Im Gegensatz zu den lässig kurven- und abwechslungsreichen Strassen bisher kommt uns die breite, ruhig geschwungene Hauptstrasse sehr langweilig vor. Wir beschliessen daher nicht etwa bis Winterthur auf diesem Asphaltband zu verweilen und die langweilig in die Länge gezogenen Bogen hinter uns zu bringen, sondern nehmen uns die unzähligen Windungen der Hügel bis und um Sternenberg vor.

Vor allem jetzt, gegen Abend nach einem langen und schönen Tag muss man sich ganz besonders zusammen nehmen, um nicht an Konzentration zu verlieren. Allerdings ist das auch kaum möglich. Die engen, verwinkelten und ans Centovalli erinnernden Weglein über die Hügel oberhalb des Tösstals verlangen absolute Aufmerksamkeit.

Kurz vor Sternenberg hat es auf der rechten Strassenseite eine kleine Erhöhung, wo man regelmässig Motorradfahrer beim Grillen sieht. Warum also nicht auch sich dazu gesellen, frage ich mich. Ein Blick auf meine Uhr zeigt mir aber, dass ich mir das heute nicht mehr erlauben kann, will ich zu einer normalen Tageszeit noch nach Hause kommen.

Weiter geht es über Roth und Bichelsee heimwärts in Richtung Turbenthal. Die langen Strecken sind nun gegen Abend eher angenehm. Für wen es aber noch ein wenig mehr sein darf, der sollte statt dessen über den Sitzberg nach Wila fahren, da bieten sich ihm noch einige weitere schöne Strecken.

Aber für uns ist es langsam genug, werden wir doch seit Rikon von einem uns folgenden Polizeiwagen genauestens beäugt. Wahrscheinlich würde nur die geringste Geschwindigkeitsübertretung genügen und schon wären wir dran. Aber diese Blösse geben wir uns nicht, und obwohl wir beinahe einen Krampf im Handgelenk kriegen, fahren wir mehr als korrekt.

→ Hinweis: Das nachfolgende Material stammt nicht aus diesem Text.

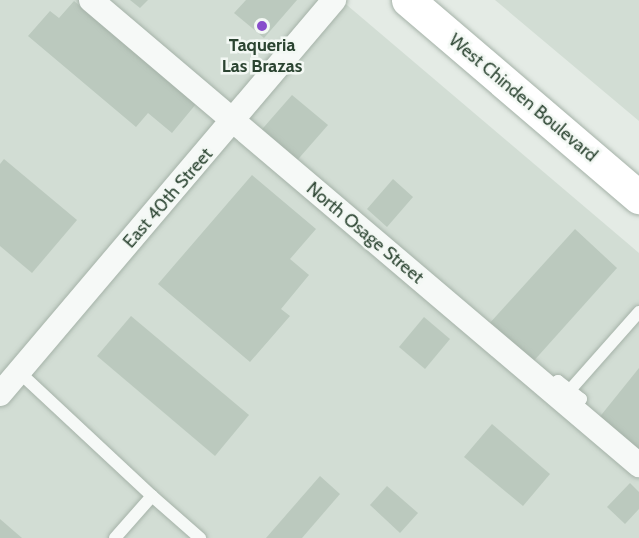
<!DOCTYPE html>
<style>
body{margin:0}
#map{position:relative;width:639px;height:538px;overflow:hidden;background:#e4ebe5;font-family:Cabin,sans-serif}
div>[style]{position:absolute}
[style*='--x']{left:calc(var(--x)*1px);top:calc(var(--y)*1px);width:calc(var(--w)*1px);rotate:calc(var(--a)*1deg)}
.built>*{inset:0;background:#d2ddd4}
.building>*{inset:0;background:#bbc9be}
.roads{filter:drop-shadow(0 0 2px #a5b2a8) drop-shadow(0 0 2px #a5b2a8)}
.lane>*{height:12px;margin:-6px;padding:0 6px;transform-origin:6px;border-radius:6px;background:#f6f9f7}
.street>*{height:24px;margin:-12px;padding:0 12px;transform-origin:12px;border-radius:12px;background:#f6f9f7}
.primary>*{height:33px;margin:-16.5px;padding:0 16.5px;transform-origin:16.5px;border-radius:16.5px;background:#fff}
.dots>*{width:16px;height:16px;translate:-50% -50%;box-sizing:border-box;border:3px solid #f3f8f4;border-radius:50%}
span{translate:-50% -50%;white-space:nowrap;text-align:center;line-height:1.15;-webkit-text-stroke:5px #f3f8f4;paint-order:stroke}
.poi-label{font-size:18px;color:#2b4431;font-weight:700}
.street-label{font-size:18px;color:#2b4431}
</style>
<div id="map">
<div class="built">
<i style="clip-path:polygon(0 0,341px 0,639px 253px,639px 538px,0 538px)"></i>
<i style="clip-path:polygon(495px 0,639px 0,639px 121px)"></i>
</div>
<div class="building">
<i style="clip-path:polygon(130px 0,148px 0,140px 8px)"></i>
<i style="clip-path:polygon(246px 0,297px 0,264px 38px,234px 13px)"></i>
<i style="clip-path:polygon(74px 1px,196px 104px,172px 133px,148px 113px,136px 127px,28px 36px,50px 11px,59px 18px)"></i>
<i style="clip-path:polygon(292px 95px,328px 125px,293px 165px,257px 135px)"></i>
<i style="clip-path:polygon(4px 159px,77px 220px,32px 273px,0 246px,0 164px)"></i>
<i style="clip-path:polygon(252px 175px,316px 229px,290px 259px,309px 275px,281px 309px,290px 316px,250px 362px,158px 284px)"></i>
<i style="clip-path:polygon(393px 179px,413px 197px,387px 227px,367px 209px)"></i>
<i style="clip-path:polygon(575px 229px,617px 268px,531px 364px,488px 325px)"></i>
<i style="clip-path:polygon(131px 316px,249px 415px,215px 456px,97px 356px)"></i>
<i style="clip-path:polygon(424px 317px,450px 339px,425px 369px,399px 347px)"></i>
<i style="clip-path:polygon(639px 368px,639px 452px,598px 419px)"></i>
<i style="clip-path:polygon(492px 424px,550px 474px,523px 506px,464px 457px)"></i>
<i style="clip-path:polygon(320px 476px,340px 494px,302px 538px,266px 538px)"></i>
<i style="clip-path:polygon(630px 483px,639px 492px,639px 509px,625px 524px,607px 507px)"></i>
<i style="clip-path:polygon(387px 486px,418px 513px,400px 533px,370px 505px)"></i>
<i style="clip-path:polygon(0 519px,22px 538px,0 538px)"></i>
</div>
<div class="roads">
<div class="lane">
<i style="--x:19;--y:372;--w:182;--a:43"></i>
<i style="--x:152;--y:496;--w:56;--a:131.4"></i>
<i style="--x:549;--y:389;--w:12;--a:-42"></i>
<i style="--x:558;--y:381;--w:29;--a:38"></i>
<i style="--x:581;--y:399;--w:13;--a:132"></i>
<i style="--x:570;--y:390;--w:104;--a:-48.5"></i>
<i style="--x:152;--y:496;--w:64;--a:41.2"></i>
</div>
<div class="street">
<i style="--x:91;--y:0;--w:719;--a:40.32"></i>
<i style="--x:0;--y:394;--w:517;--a:-49.71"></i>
</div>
<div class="primary">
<i style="--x:408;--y:0;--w:304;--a:40.5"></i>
</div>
</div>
<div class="dots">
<i style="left:262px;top:26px;background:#884dcc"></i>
</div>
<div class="poi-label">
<span style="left:262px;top:56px">Taqueria<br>Las Brazas</span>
</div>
<div class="street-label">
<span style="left:523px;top:98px;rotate:40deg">West Chinden Boulevard</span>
<span style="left:168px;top:198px;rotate:-49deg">East 40th Street</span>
<span style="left:365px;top:233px;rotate:40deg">North Osage Street</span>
</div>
</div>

Bis nach Sennhof folgt er uns immer schön mit geringem Abstand. Als wir dann jedoch über die Kyburg abbiegen, gibt er endlich auf und zieht ohne Bussen verteilt zu haben weiter nach Weisslingen.

Wir geniessen die letzten Kurven über Billikon und lassen die Motoren bis Effretikon nochmals knurren, bevor wir unseren Motos eine wirklich sehr verdiente Ruhepause in der Garage gönnen.